Gritz, R. M., and Johnson, T. (2001). National Job Corps Study: Assessing program effects on earnings for students achieving key program milestones. Report Prepared for the U.S. Department of Labor, Employment and Training Administration.
- The study’s objective was to estimate the impact of Job Corps on the employment and earnings of participants who obtained a general education development (GED) certificate or vocational training certificate during the course of the program. Job Corps offers intensive academic classroom instruction and vocational skills training to economically disadvantaged youth.
- Job Corps’ overall effectiveness was evaluated using a randomized controlled trial—the National Job Corps Study (NJCS)—conducted in 48 states and the District of Columbia (see the Clearinghouse for Labor Evaluation and Research [CLEAR] profile of Schochet et al. 20011 for full results). For this report, the authors used data from the NJCS 48-month follow-up survey to match Job Corps participants to control group members who had similar propensities to obtain a GED or vocational certificate.
- The study found that Jobs Corps participants who completed a vocational certificate during the course of the program earned $40 to $50 per week more than their control group counterparts, and those who completed a GED earned $60 to $70 per week more.
- The quality of causal evidence presented in this study is moderate, the highest possible rating for a nonexperimental study. This means that we have some confidence that the estimated impacts are attributable to achieving programmatic milestones in the Job Corps program, although other factors might also have contributed.

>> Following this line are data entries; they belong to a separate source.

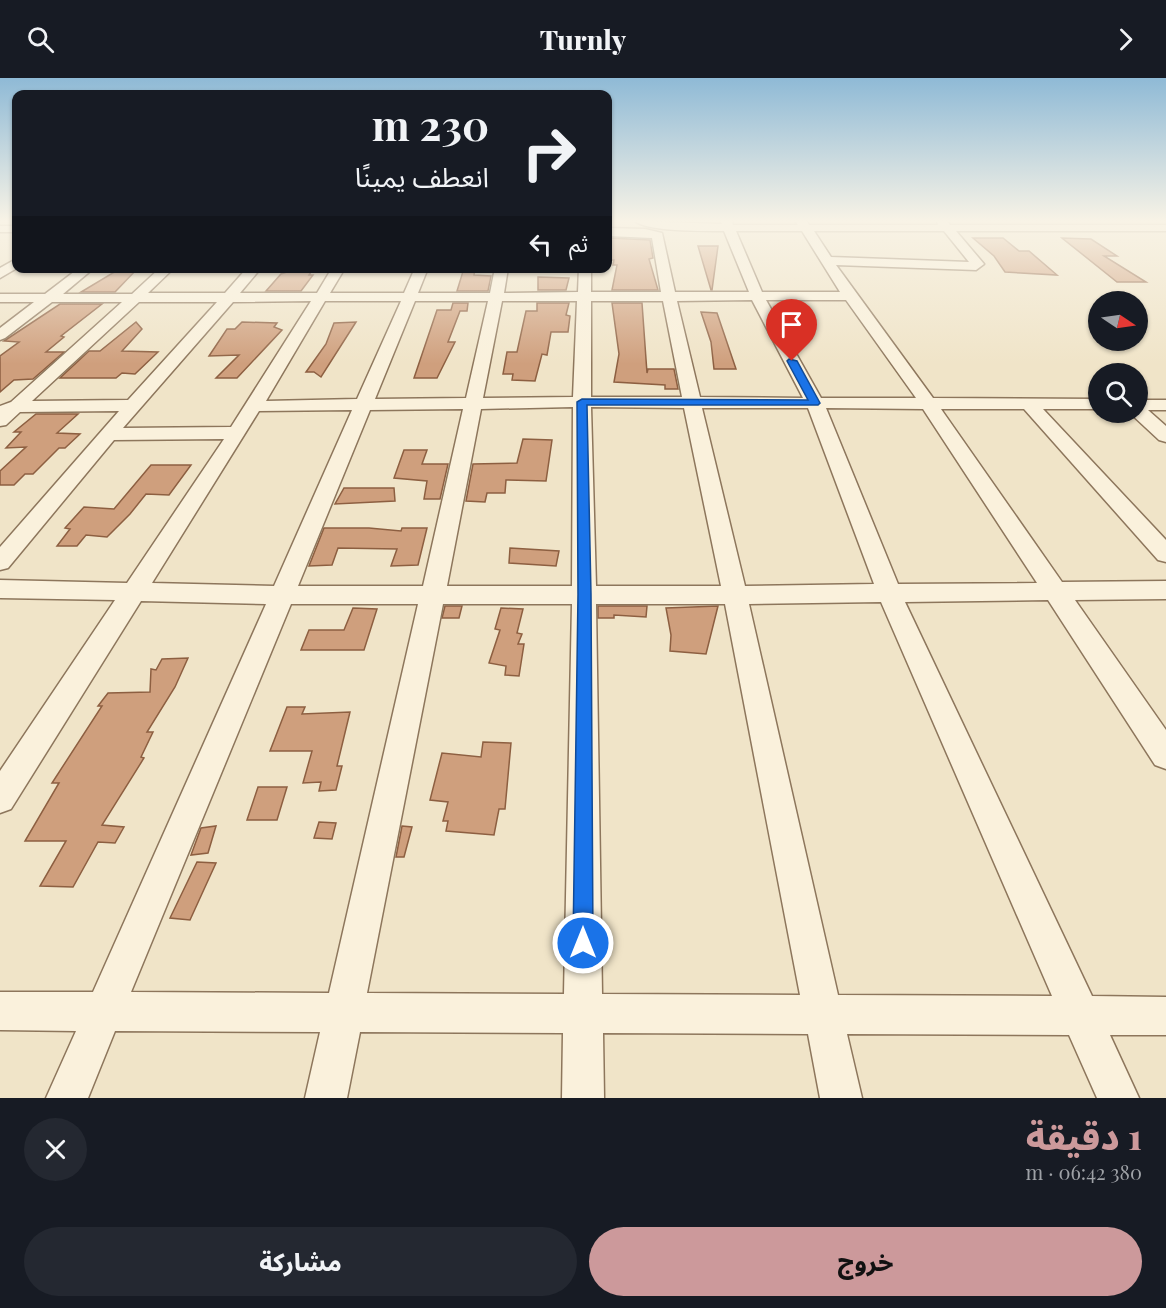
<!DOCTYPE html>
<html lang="ar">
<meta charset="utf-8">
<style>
:root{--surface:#171b24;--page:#242831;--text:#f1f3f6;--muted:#9ea1a6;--accent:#cc999b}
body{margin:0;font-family:"Playfair Display","Noto Sans Arabic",serif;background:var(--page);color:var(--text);direction:rtl;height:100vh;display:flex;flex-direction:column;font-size:22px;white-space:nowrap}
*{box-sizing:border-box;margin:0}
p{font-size:20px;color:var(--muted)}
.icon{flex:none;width:33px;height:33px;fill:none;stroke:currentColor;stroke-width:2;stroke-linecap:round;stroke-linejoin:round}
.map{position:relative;height:1020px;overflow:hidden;direction:ltr}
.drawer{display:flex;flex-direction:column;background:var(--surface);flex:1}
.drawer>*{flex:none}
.banner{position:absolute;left:12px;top:12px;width:600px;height:183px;border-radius:12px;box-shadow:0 2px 4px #0004;direction:rtl;background:#171b24;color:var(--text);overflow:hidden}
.needle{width:39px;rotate:103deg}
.buttons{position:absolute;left:1088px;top:213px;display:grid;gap:12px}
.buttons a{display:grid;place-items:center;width:60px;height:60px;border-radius:50%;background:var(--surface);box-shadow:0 2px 4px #0004;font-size:30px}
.pin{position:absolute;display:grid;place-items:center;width:51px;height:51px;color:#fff;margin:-62px -26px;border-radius:50% 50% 50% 0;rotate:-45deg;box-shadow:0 0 6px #0007}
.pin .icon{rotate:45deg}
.me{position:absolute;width:66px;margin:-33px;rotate:0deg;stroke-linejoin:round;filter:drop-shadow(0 0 4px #0008)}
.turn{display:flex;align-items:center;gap:21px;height:126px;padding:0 24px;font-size:27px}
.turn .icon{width:78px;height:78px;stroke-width:2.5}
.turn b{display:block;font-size:42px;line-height:51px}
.then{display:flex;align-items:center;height:57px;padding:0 24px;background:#0003;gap:12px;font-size:22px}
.round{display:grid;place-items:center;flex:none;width:63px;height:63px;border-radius:32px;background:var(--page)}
.headline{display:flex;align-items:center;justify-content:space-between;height:102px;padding:0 24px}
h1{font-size:36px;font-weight:800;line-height:45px;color:var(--accent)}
.cta{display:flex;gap:12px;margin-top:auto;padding:12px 24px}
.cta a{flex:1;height:69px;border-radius:36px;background:var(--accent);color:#111;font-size:24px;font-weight:800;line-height:69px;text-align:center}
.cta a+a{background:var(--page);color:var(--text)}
header{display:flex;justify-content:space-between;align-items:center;height:78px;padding:0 24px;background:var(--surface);font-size:27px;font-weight:800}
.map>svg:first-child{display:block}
.building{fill:#cf9f7d;stroke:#8d5f41;stroke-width:1.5}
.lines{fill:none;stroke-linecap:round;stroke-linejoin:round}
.minor-casing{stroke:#8d765c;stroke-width:3}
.minor{fill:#faf1dc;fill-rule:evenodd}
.route{fill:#1a73e8;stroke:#114b97;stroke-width:1.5}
</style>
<header><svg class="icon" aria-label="forward" viewBox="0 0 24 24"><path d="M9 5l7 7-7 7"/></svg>Turnly<svg class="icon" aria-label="search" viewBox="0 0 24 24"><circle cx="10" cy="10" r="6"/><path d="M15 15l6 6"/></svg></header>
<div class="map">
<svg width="1166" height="1020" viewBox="0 0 1166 1020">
<rect width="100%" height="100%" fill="#f0e4c8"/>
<g class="building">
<polygon points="608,160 650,162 653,180 649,181 658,212 612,212 617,187 613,187 614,182 608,182"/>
<polygon points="973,160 1003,160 1019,173 1029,173 1057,197 1005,194 994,178"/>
<polygon points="1062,160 1091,161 1117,178 1104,178 1146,204 1117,204"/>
<polygon points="698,168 718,168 712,212 711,212"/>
<polygon points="121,190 138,190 115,214 81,214"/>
<polygon points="464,190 475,191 474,197 491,198 488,213 457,213"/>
<polygon points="287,194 311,194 309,197 313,197 301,213 266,213 281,196"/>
<polygon points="538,199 569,200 566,212 538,212"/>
<polygon points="453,225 468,225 467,233 460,233 448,264 455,264 437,300 414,300 437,232 451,232"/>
<polygon points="537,225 569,225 566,237 570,238 568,254 551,254 547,277 542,276 535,303 512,302 513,296 503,296 507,274 517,274 526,233 537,233"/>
<polygon points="612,225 642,225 647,295 648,291 674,291 678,311 665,311 665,307 614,304 619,276"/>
<polygon points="60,226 102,226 61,258 64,259 46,274 64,274 33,301 14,302 0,314 0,278 19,264 4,263"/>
<polygon points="701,234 717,235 736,291 714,291 711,264"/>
<polygon points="136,244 142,251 122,273 158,274 135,296 122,295 116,300 60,300 89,273 100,273"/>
<polygon points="242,244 277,245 274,249 282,252 237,300 216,300 239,277 209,278 227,251 235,251"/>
<polygon points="356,244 321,299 314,294 306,294 326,266 334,245"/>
<polygon points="36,336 78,336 57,355 80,356 65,370 59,370 33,396 25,396 14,407 0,407 0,393 26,369 6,370 21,354 14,354"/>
<polygon points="523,361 552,362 546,403 506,402 505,415 487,415 485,424 466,423 473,386 517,385"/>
<polygon points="404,372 427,372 422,386 448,386 440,421 424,421 427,403 394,400"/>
<polygon points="151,387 191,387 169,417 146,416 130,436 107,459 86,457 77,468 57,468 70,451 65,450 84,429 114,431"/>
<polygon points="344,410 394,410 395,423 335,426"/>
<polygon points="324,450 369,450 401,453 402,450 427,450 418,487 391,488 397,471 338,470 332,487 309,488"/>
<polygon points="510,470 559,473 556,488 509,485"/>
<polygon points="445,528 462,528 459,540 442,540"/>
<polygon points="598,528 647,528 646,539 614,537 614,540 598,540"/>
<polygon points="718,528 706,576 670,573 671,557 666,530"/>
<polygon points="353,530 377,531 364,572 301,572 309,552 344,552"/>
<polygon points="501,530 523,531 517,555 522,556 518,566 524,566 519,598 505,597 506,588 489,585 500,552 495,551"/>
<polygon points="188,580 175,609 147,654 153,654 141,679 144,680 102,747 124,749 115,765 98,764 73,809 40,808 66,763 25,763 59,705 52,705 102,628 98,628 108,615 150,614 151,591 156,592 162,581"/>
<polygon points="287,629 305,629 302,636 350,634 337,688 342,688 336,712 319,713 321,704 303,705 312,673 270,673"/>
<polygon points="483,664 511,665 505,731 499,731 494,757 446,753 448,743 443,743 448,724 430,722 442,675 481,679"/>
<polygon points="258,709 287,709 277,742 247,742"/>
<polygon points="319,744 336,745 332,761 314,760"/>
<polygon points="216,748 208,775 191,777 201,750"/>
<polygon points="402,748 412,749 404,779 396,779"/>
<polygon points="197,784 216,785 190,842 170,840"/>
</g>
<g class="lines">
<g class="minor-casing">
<g id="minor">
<path d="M635 143 722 146 720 143H732L733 147H798L795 143H807L809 147H938L937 143H947L950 147H1166V153H956L984 186 976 192 836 187 933 320 1098 321V331H1043L1166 462V484L1158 482 1024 331H941L1062 504 1166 503V521L1075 522 1166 652V691L1155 687 1048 522 905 524 1092 918 1166 919V957H1110L1139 1020H1097L1069 957 847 956 862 1020H820L808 956 603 955 604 1020H562L563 955 360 954 347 1020H305L320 954 115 953 88 1020H46L76 953 0 952V914H93L266 526 141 523 11 731 0 735V693L115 522 0 520V502L127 505 224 361 114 362 8 490 0 492V469L119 333 20 334 6 347 0 348V328L11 324 122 224H52L5 260 0 262V250L34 224H0V216H45L79 190H94L63 216H132L160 190H174L148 215H225L247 190H261L240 215H317L332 190H345L330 215H404L415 190H428L418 215H490L495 190H508L504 215 578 214 579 190H591V214H661L652 160 608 158V150L645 151 662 155 675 214H749L724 153C705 153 649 154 635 143ZM736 153H802L840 214H762ZM814 153H944L969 184 831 179ZM752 222 803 320 700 319 677 223ZM766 222H846L916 320H821ZM311 223 231 349 123 350 233 224ZM325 223H401L357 321 266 323ZM415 223H488L466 320 375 321ZM502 223H577L573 319 483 320ZM591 223H663L682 319H591ZM139 224H217L128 322 32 323ZM573 329 572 508H447L481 331ZM591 329 684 330 721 508H596ZM702 330H808L874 506 745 508ZM826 330 923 331 1037 505 898 506ZM463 331 423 508H298L370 332ZM352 332 274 508 152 505 259 333ZM881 524 1052 918 838 917 749 526ZM291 526H418L329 915 131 914ZM443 526H572L564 916 367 915ZM596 526H725L800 917 602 916Z"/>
<rect x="0" y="148" width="16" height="6"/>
<polygon points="16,181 17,190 0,200 0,190"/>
<polygon points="1137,322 1166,322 1166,332 1148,332 1166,348 1166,364 1159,362 1131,336 1137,334"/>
</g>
</g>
<use href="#minor" class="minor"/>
</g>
<linearGradient id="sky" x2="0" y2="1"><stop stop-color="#8fbad6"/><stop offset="0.5" stop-color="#f8f3e6"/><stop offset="1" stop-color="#f8f3e6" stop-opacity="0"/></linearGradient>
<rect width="1166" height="286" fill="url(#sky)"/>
<polygon class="route" points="789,281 797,283 820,325 818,327 587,327 591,516 593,865 590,872 583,875 576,872 573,865 578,516 577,324 582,321 808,322 787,283"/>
</svg>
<div class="buttons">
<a><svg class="needle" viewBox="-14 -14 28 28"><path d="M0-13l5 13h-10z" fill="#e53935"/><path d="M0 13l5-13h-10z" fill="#9ea1a6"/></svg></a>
<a><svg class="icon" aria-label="search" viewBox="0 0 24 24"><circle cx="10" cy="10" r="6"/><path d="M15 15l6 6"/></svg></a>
</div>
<div class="pin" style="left:792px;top:283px;background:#d93025"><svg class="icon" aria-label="arrive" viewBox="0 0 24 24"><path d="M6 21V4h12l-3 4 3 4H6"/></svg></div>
<svg class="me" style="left:583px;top:865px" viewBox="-20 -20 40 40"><circle r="17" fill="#1a73e8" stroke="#fff" stroke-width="3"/><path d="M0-11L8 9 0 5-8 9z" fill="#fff"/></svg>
<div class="banner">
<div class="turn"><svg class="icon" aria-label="right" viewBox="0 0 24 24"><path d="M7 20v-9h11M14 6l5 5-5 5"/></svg><div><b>230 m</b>انعطف يمينًا</div></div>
<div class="then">ثم<svg class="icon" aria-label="left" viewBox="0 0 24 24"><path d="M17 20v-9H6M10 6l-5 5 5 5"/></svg></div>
</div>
</div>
<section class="drawer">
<div class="headline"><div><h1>1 دقيقة</h1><p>380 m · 06:42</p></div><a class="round"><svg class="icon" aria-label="close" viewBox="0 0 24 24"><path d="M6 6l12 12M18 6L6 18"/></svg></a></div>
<div class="cta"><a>خروج</a><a>مشاركة</a></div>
</section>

Features of the Intervention
Job Corps is a federally funded program that has been in operation since 1964. It offers individualized academic education, vocational training, counseling, and job placement assistance to economically disadvantaged youth ages 16 to 24. Services are delivered at Job Corps centers, where most Job Corps students reside while participating in the program. Most participants do not have a GED or high school diploma upon program entry and they participate in the program for an average of eight months.
Features of the Study
The NJCS was a randomized controlled trial conducted at 119 Job Corps centers in 48 states and the District of Columbia. Eligible youth were randomly selected either to receive an offer to participate in Job Corps immediately or to not be able to participate in Job Corps until three years later (the control group). The study team administered a follow-up survey to both groups approximately 48 months after random assignment to collect data on the outcomes of interest. The sample included about 11,000 youth in total.
Although the official Job Corps study offers the definitive estimates of the average impacts of the program for all participants, this study employs a nonexperimental design to estimate the impact of the program specifically for those participants who earned a high school diploma, GED certificate, or vocational training certificate during the program (approximately 39 percent of the total program group).
The authors employed two nonexperimental approaches to isolate the impacts of Job Corps for those who completed an educational credential during the program. In the first approach, the authors used statistical methods to match Job Corps participants to control group members who had similar likelihoods of completing an educational credential. They then compared the earnings of the matched Job Corps and control group members. In the second approach, the authors tried to isolate the true impact of Job Corps after controlling for individual differences in the likelihood of attaining a credential.
- The NJCS reported average earnings impacts of $20 to $25 per week across all those who had been randomly assigned to be offered admission to the Job Corps program. The current study found that almost all of these earnings impacts accrued to Job Corps participants who had completed an educational credential during the program.
- Jobs Corps participants who completed a vocational certificate during the course of the program earned $40 to $50 per week more than their control group counterparts; those who completed a GED earned $60 to $70 per week more.
Considerations for Interpreting the Findings
The authors used two nonexperimental methods in this report. The first approach used propensity-score modeling to match Job Corps participants to control group members who had similar likelihoods of completing an educational credential. The groups were well-matched, so this analysis provides moderate causal evidence, the highest rating possible for a nonexperimental design.
The second method involved trying to isolate the true impact of Job Corps after controlling for individual differences between those who completed programmatic milestones and those who did not. However, as noted by the authors, this method did not adequately control for differences between these groups, so it provides low causal evidence.
Causal Evidence Rating
The quality of causal evidence provided by the propensity-score matching portion of this study is moderate. This means that we have some confidence that the estimated impacts are attributable to achieving programmatic milestones in the Job Corps program, although other factors might also have contributed.